This article was originally published by The Mennonite

Advent day 19: Building bonds of love

Mark Rupp is the Pastor of Christian Formation at Columbus Mennonite Church.  

2 Samuel 7:1-17
Galatians 3:23-29

The opening verses of the reading from 2nd Samuel for today make sure we know that David is getting comfortable.  He is settling into his finely built house of cedar, and the enemies that had surrounded him have been subdued.  Things are going well.  David is feeling so blessed that he starts to think it is not fitting that the God who brought him to that place of comfort is still out back roughing it in a tent.

David does not come right out and say it, but both readers and God can guess what he has in mind.  Before he can start drawing up plans, God cuts him off:

“Go and tell my servant David: Thus says the LORD: Are you the one to build me a house to live in?  I have not lived in a house since the day I brought up the people of Israel from Egypt to this day, but I have been moving about in a tent and a tabernacle. Wherever I have moved about among all the people of Israel, did I ever speak a word with any of the tribal leaders of Israel, whom I commanded to shepherd my people Israel, saying, ‘Why have you not built me a house of cedar?’” 2 Samuel 7:5-7

God goes on to remind David of the history of the people of Israel and how God has been with them wherever they went in their wandering.  And then, with a bit of dramatic reversal and wordplay, God flips David’s idea on its head by revealing that instead of a house for God, God will make a ‘house’ for David, promising him that he and his offspring will be adopted into God’s eternal family. Unlike Saul, the previous king of Israel, David and his ‘house’ will relate with God as parent and child, never having to fear that God’s steadfast love will be taken away.

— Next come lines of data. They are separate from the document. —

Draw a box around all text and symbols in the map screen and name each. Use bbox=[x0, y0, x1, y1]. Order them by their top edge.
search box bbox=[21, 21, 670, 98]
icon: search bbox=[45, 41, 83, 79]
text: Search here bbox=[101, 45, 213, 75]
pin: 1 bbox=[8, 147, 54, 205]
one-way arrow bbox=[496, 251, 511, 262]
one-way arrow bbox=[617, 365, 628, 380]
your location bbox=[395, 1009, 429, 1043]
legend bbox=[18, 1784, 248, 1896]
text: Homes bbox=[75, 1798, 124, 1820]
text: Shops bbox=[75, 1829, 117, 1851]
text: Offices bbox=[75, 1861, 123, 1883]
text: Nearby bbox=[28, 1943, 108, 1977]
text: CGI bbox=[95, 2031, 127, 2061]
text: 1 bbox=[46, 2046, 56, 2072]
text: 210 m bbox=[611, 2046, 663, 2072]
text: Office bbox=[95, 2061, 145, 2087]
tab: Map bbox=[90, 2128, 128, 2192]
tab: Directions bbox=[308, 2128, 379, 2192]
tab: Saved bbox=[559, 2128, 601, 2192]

When we get too comfortable in our lives, perhaps we too start trying to put God inside a box.

Perhaps when things are going well, we too start to think that we need to put four walls around the God who has blessed us so that we can more easily mark who is inside that blessing and who has fallen outside of it. Perhaps we too are guilty of trying to ground God in a specific place, in a specific time, or in a specific identity.

Perhaps we too need God to flip our notion of what it means to build a house, to remind us that what is important is to become a family where love transcends boundaries.

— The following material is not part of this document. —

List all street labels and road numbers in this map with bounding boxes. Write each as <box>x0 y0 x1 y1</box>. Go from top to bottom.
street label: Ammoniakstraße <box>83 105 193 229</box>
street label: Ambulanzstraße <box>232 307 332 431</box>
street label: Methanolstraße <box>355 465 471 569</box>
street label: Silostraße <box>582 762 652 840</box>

“For in Christ Jesus you are all children of God through faith.  As many of you as were baptized into Christ have clothed yourselves with Christ.  There is no longer Jew or Greek, there is no longer slave or free, there is no longer male and female; for all of you are one in Christ Jesus.” (Galatians 3:26-28)  

This Advent we anticipate the coming of the one who is called Emmanuel, God with us. We remember that in all of our wandering, God has already been with us, pursuing us, calling us to an awareness of God’s Spirit all around us.

Rather than spending all of our time in preparation for the birth of Jesus by putting more stuff in boxes, let us prepare by renewing our commitments to becoming a new kind a family, one where the love we profess for one another refuses to allow us to be separated by difference of opinion or identity.

In this season of waiting and anticipation, let us become the kind of family that builds bonds of love rather than walls of separation.